**EXERCISE**.
Copy out lines with the word "value" from the material that follows.

**RECORD EXCERPTS**.
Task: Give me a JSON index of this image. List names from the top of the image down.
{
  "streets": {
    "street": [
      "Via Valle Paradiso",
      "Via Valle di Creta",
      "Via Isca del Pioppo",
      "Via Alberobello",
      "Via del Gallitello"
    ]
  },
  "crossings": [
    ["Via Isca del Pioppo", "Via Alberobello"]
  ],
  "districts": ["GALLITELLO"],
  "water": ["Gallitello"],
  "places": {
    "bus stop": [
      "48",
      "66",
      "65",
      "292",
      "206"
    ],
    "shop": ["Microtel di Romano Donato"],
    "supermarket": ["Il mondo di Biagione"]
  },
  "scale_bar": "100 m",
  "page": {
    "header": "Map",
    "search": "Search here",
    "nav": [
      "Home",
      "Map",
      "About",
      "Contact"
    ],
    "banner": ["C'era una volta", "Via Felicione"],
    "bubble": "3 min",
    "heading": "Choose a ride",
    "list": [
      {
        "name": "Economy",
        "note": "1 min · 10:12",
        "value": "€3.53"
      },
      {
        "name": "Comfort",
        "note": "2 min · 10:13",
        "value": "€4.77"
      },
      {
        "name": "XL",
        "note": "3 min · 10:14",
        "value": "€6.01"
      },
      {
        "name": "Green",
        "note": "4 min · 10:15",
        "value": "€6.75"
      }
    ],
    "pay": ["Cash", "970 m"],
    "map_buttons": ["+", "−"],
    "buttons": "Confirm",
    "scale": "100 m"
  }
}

**OUTPUT**.
        "value": "€3.53"
        "value": "€4.77"
        "value": "€6.01"
        "value": "€6.75"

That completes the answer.